Let’s get the obvious out of the way. I don’t consider my week-long solitude “bliss” because I enjoy being away from my family. What I enjoy is a reminder of what it’s like to have an entire day to myself to work on art at a pace I dictate, as opposed to a pace dictated by summer vacation or school schedules.

Long before I got married and became a dad, I was fortunate enough to be in a position to dedicate all day to working on comics and other creative projects. I knew how good I had it and never took it for granted, because I knew one day it would end. That freedom of scheduling ended when I became the work-from-home dad, where my work day is poured into the gaps between everything else regarding fatherhood. Don’t get me wrong, I love being a dad, but I do miss that freedom to work at my own pace.

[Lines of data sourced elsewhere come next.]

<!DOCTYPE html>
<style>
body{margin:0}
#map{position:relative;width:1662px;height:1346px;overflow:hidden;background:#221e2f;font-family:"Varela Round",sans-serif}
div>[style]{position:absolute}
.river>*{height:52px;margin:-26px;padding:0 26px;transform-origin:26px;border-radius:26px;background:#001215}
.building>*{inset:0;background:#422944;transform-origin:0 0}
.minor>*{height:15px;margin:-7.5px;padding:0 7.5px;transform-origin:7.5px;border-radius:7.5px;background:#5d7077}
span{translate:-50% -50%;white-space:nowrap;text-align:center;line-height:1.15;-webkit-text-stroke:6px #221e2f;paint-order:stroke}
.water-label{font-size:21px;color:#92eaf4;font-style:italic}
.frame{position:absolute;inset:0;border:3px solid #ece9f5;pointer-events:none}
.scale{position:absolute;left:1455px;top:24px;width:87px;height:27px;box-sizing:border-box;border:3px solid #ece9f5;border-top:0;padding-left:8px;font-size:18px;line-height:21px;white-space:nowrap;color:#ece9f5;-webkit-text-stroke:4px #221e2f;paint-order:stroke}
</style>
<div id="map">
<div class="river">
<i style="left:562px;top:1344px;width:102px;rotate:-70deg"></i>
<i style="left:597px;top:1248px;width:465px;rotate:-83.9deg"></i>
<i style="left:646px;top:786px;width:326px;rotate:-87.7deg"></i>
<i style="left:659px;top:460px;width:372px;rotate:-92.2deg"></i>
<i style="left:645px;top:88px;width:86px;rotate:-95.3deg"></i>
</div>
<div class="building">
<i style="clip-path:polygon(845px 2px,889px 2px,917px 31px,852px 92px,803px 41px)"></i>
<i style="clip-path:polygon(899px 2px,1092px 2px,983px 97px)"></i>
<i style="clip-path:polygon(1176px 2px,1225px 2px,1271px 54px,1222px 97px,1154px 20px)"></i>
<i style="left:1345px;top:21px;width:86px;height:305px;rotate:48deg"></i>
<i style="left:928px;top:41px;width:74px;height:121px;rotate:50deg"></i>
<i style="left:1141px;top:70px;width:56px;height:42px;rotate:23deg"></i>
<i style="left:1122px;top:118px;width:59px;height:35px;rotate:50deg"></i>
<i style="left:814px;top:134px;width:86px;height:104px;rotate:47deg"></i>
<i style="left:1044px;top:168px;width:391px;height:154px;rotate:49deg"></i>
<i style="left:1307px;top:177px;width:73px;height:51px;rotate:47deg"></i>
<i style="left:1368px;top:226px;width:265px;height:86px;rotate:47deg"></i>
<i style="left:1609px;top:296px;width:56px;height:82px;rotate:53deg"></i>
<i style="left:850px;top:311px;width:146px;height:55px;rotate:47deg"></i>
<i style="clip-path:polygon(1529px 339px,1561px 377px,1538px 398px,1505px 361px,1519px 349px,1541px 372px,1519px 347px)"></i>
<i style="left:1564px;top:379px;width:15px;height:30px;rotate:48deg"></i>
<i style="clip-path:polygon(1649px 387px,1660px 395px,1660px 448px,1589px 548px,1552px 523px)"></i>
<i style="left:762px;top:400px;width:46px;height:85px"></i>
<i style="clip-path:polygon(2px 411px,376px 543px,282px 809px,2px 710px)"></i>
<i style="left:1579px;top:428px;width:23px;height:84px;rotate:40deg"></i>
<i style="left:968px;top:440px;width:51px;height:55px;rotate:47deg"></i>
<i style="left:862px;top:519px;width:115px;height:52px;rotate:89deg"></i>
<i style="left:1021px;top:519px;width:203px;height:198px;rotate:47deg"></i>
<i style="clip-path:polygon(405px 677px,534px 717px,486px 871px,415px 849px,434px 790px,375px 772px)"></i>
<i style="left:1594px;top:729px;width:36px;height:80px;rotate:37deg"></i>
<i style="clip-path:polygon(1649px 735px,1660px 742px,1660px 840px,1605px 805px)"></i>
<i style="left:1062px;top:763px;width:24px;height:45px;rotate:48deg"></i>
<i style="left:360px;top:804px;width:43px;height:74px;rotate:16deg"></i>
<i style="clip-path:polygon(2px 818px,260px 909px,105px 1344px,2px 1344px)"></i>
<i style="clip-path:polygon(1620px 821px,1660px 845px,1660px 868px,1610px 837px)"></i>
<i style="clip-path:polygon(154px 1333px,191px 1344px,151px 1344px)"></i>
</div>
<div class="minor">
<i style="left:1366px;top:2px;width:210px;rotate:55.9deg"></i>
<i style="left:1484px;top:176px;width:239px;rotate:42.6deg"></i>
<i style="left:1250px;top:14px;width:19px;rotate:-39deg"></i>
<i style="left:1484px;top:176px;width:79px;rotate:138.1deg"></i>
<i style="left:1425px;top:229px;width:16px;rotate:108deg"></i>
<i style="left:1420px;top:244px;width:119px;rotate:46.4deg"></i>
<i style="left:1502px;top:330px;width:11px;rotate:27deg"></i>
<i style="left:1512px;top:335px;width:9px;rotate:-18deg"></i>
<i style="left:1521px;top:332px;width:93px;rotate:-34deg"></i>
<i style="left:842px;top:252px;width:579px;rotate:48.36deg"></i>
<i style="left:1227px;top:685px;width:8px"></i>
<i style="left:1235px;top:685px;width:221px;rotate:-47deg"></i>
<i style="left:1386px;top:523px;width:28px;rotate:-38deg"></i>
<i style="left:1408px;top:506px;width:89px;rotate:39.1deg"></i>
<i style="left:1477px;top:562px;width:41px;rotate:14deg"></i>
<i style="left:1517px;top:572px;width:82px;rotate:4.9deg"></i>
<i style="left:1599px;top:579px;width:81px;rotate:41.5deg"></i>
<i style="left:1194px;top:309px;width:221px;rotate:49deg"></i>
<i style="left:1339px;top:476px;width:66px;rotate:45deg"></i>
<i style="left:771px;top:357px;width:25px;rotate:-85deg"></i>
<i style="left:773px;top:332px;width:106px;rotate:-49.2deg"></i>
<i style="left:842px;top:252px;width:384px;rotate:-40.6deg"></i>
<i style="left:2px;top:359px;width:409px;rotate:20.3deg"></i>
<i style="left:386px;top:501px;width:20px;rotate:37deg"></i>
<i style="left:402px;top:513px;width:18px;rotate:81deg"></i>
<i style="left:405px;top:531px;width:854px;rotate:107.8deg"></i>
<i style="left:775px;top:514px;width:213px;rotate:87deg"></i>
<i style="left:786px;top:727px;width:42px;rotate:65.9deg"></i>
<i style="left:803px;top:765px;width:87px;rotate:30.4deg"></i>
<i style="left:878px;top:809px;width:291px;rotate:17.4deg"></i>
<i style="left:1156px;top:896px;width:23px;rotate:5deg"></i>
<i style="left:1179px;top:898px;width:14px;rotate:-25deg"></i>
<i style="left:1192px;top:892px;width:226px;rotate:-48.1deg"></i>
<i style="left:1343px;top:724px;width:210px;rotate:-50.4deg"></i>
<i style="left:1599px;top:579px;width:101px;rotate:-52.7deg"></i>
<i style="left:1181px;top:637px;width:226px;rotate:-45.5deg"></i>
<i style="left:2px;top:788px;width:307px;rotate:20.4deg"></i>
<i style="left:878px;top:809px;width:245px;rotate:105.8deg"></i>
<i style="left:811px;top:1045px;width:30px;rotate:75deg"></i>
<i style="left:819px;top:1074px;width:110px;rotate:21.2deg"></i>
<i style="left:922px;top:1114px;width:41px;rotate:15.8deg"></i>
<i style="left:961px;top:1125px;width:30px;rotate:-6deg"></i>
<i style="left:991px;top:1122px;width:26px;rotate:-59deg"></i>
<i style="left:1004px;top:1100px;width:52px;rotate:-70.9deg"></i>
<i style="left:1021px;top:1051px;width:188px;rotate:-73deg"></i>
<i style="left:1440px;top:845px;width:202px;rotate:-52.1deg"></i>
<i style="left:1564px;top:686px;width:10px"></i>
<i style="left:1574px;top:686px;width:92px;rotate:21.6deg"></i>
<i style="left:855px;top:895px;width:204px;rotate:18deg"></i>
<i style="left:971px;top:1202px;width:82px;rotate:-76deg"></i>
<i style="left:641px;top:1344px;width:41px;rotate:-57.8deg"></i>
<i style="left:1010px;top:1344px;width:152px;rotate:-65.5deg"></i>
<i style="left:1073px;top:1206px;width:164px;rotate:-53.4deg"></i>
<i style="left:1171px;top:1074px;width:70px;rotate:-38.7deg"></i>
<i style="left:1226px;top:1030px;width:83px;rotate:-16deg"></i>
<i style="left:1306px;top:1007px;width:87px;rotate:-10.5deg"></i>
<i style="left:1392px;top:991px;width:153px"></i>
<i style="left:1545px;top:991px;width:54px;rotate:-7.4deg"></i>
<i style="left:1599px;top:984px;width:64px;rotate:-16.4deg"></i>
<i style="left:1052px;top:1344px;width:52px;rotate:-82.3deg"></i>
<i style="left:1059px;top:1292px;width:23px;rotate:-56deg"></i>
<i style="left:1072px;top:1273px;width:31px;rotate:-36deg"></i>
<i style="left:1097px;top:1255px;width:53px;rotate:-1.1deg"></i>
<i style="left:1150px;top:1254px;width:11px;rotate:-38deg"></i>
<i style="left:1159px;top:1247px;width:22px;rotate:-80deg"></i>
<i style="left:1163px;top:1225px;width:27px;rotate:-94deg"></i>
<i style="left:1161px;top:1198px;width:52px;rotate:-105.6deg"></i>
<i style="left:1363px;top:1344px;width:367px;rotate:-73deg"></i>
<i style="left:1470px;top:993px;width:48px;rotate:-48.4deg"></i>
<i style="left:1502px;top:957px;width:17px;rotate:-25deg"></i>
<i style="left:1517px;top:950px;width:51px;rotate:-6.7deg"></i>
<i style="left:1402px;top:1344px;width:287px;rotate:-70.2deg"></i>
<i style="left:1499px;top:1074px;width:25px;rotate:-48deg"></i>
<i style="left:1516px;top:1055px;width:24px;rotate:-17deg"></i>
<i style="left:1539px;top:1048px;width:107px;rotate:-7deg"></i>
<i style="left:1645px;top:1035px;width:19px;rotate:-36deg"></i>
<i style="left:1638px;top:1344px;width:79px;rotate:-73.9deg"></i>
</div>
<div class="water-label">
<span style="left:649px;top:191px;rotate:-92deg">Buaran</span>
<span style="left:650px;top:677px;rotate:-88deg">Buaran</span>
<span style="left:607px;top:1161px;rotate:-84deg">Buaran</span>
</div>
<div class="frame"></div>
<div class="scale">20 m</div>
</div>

This week-long trip is a brief reminder of that, and I cherish every day I get.

But it’s also torture because I’m a person who needs human interaction to balance out my comfortable solitude, and having my wife and son around feeds that need quite nicely. I like the quiet, but I suspect as the week goes on things will be too quiet around here. Also, I miss those two already.

In reality, this week is going to fly by and they’ll be back before I know it. Then I’ll both rejoice at our reunion and lament the loss of my flexible schedule.

Until the two of them go away for two weeks next month, that is.